Extracted data —
++++++++++
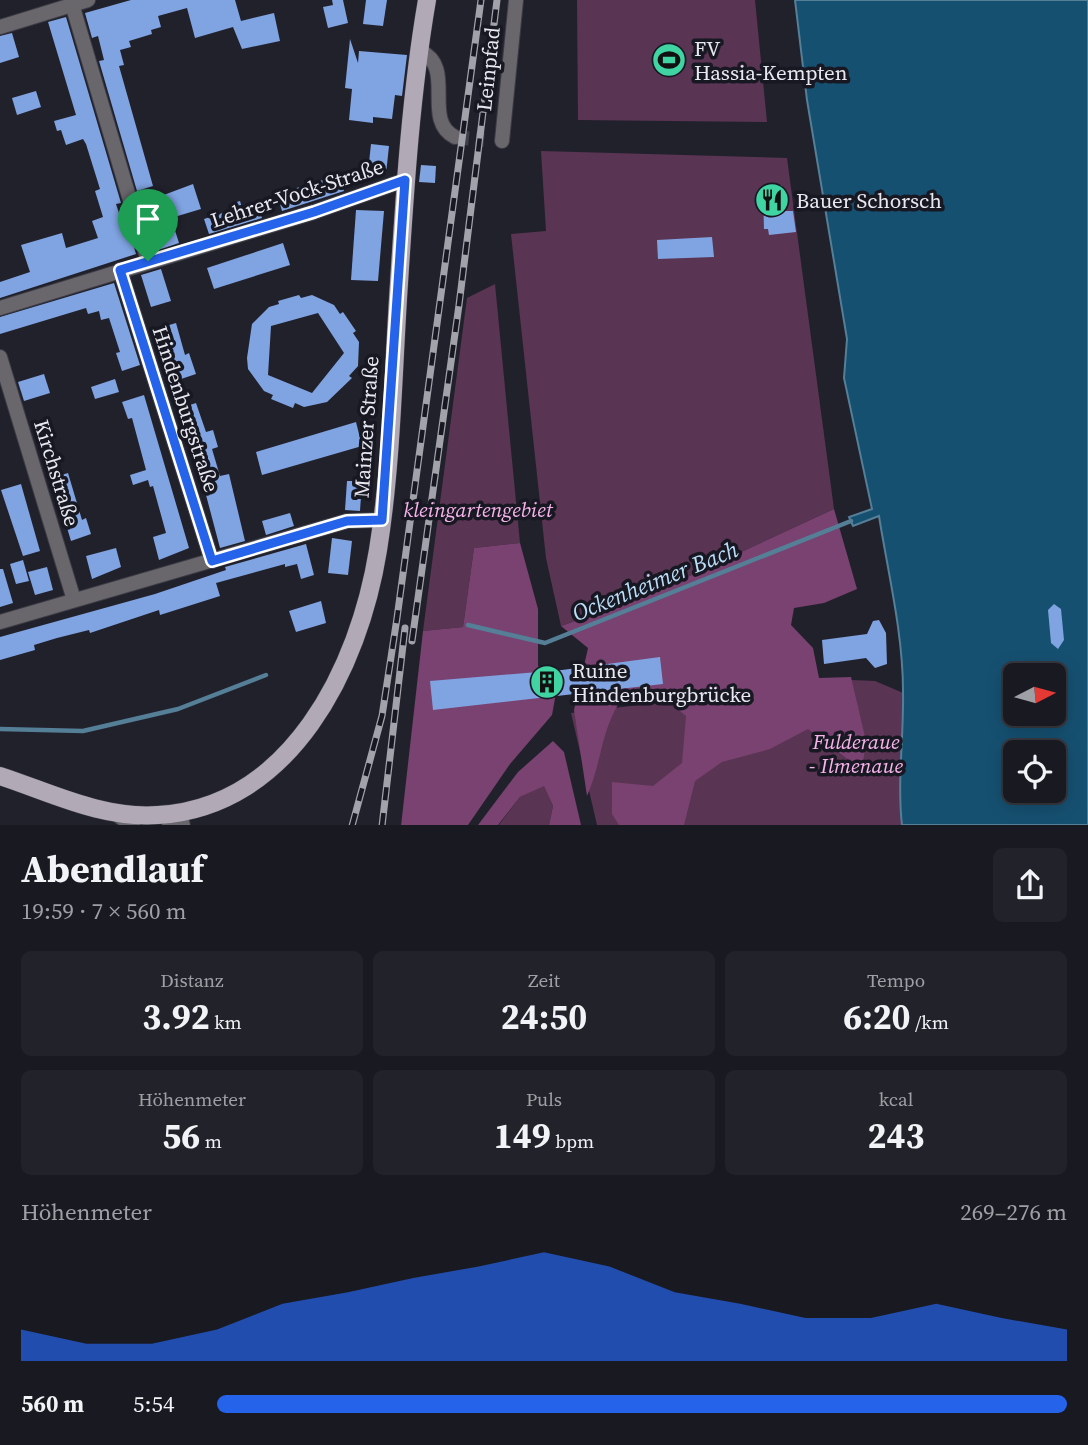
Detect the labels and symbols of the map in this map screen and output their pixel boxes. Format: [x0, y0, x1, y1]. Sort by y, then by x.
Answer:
++++++++++
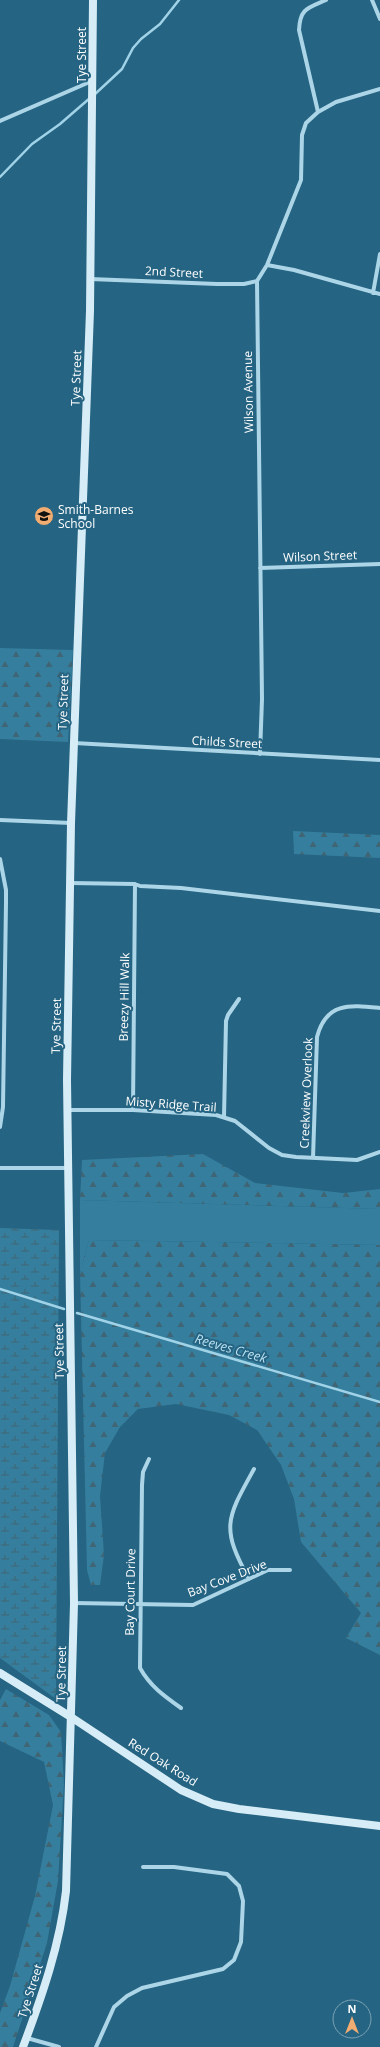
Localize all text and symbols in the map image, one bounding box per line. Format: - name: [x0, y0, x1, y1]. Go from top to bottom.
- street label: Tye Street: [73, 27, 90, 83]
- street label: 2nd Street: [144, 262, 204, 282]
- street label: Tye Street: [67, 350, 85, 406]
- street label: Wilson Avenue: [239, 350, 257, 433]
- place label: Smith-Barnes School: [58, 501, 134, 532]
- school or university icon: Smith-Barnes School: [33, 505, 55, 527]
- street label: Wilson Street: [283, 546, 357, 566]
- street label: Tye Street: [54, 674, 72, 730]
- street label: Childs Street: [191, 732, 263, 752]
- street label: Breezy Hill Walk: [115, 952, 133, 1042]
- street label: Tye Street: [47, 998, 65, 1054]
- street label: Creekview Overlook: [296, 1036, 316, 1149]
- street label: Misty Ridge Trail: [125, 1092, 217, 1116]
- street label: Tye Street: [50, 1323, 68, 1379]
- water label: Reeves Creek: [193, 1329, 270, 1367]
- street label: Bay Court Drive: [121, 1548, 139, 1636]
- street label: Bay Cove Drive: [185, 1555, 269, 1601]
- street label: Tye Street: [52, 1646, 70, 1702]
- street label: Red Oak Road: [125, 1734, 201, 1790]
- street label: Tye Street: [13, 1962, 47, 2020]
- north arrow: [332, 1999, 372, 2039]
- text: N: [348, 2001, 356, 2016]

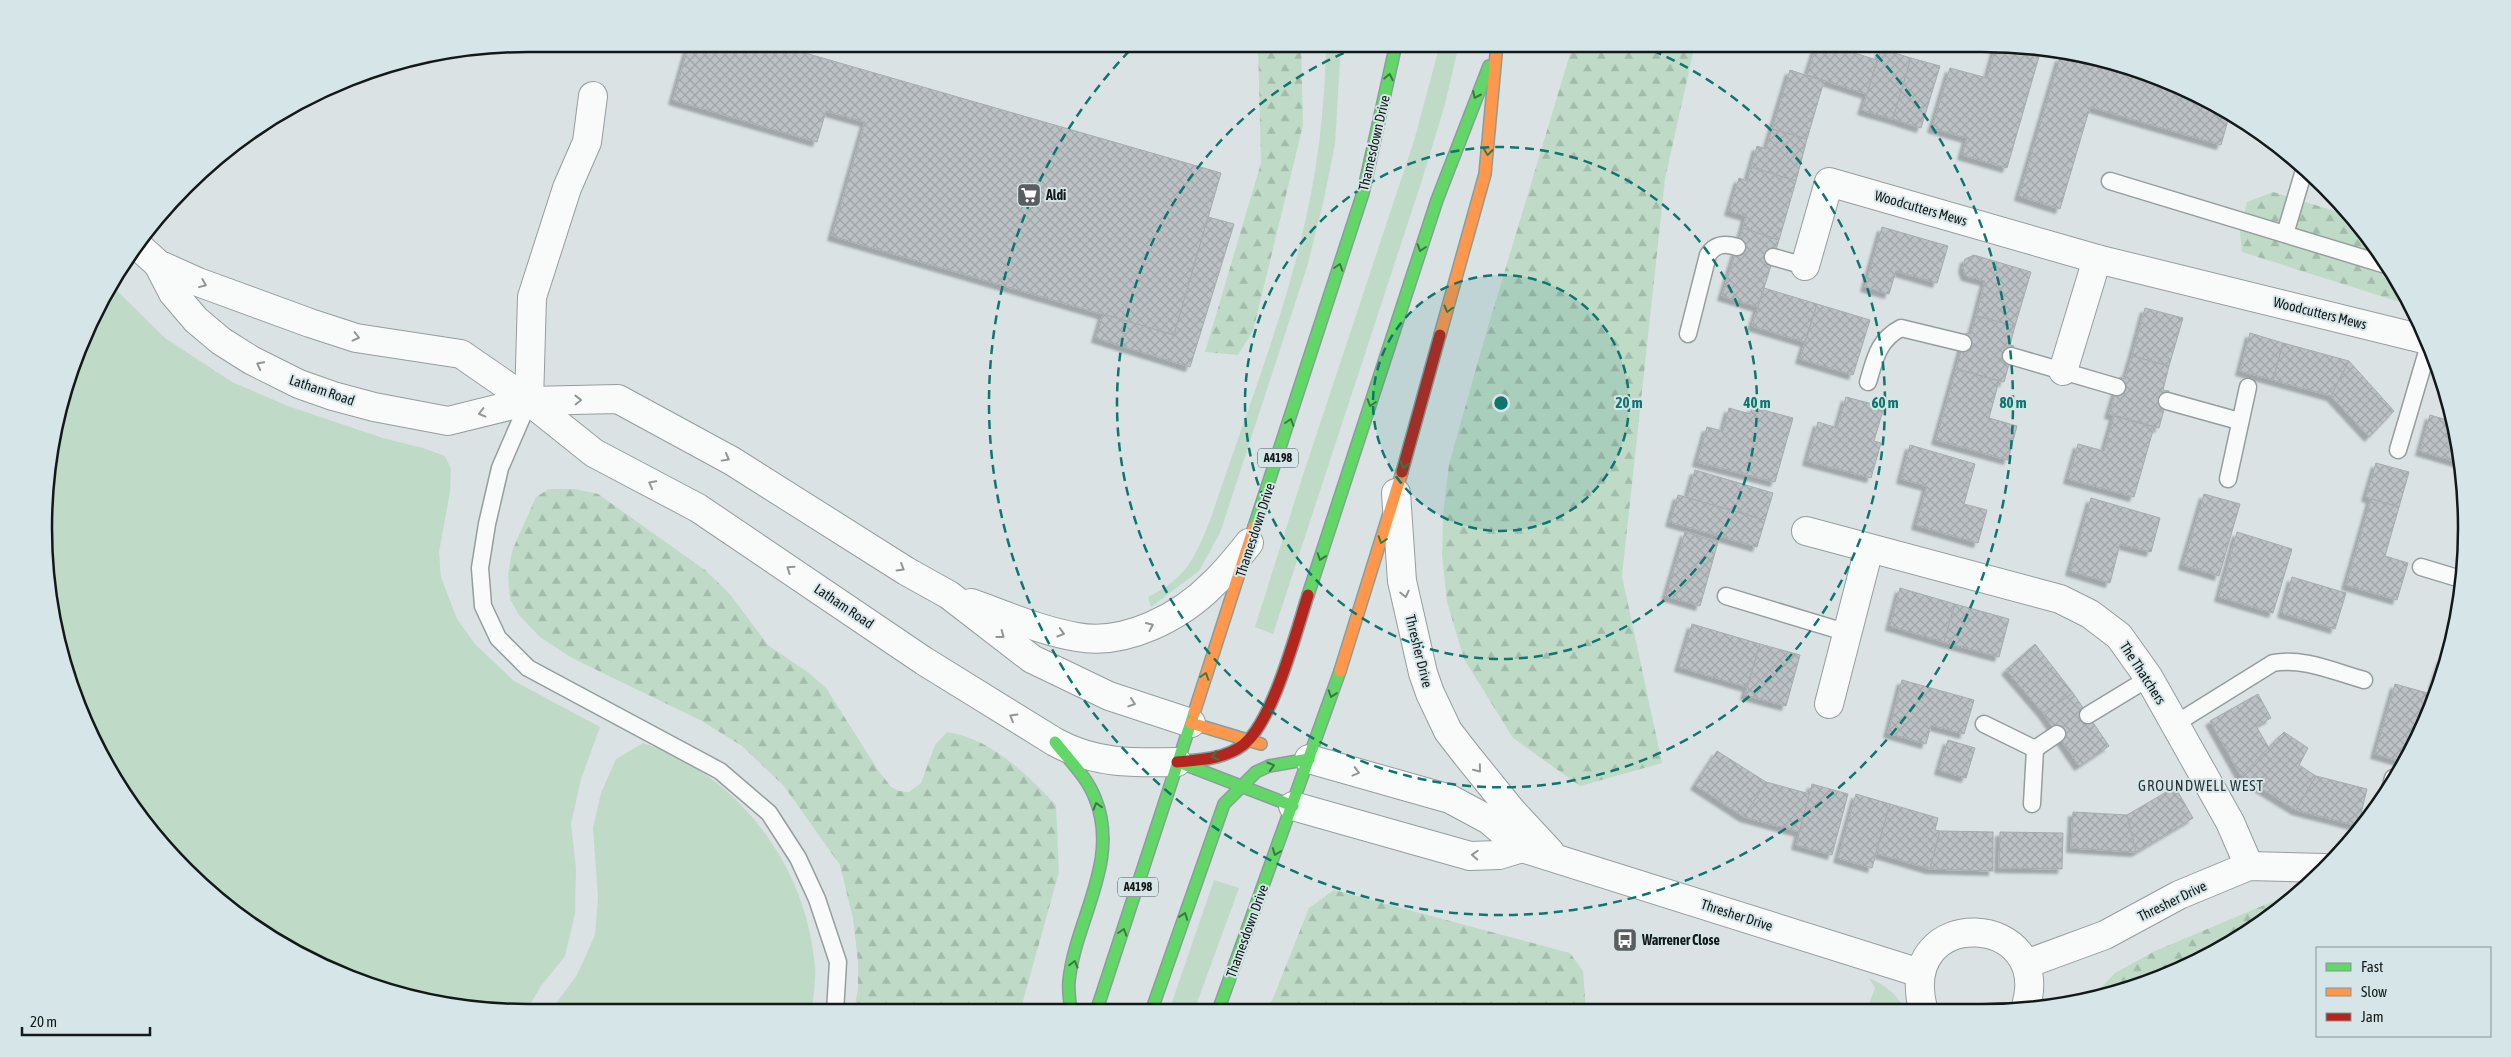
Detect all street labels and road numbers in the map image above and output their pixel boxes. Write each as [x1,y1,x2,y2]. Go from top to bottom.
++++++++++
Your task —
When you reach the line with "Localize all text" in the records above, start writing out each line exactly, and stop after the line with "Detect all street". Pictures stay out.

Solution below —
Localize all text and symbols in the map image, one bounding box per line. Format: - name: [x0, y0, x1, y1]. Go from top to bottom.
- street label: Tye Street: [73, 27, 90, 83]
- street label: 2nd Street: [144, 262, 204, 282]
- street label: Tye Street: [67, 350, 85, 406]
- street label: Wilson Avenue: [239, 350, 257, 433]
- place label: Smith-Barnes School: [58, 501, 134, 532]
- school or university icon: Smith-Barnes School: [33, 505, 55, 527]
- street label: Wilson Street: [283, 546, 357, 566]
- street label: Tye Street: [54, 674, 72, 730]
- street label: Childs Street: [191, 732, 263, 752]
- street label: Breezy Hill Walk: [115, 952, 133, 1042]
- street label: Tye Street: [47, 998, 65, 1054]
- street label: Creekview Overlook: [296, 1036, 316, 1149]
- street label: Misty Ridge Trail: [125, 1092, 217, 1116]
- street label: Tye Street: [50, 1323, 68, 1379]
- water label: Reeves Creek: [193, 1329, 270, 1367]
- street label: Bay Court Drive: [121, 1548, 139, 1636]
- street label: Bay Cove Drive: [185, 1555, 269, 1601]
- street label: Tye Street: [52, 1646, 70, 1702]
- street label: Red Oak Road: [125, 1734, 201, 1790]
- street label: Tye Street: [13, 1962, 47, 2020]
- north arrow: [332, 1999, 372, 2039]
- text: N: [348, 2001, 356, 2016]

Detect all street labels and road numbers in the map image above and output their pixel boxes. Write each as [x1,y1,x2,y2]. Go from top to bottom.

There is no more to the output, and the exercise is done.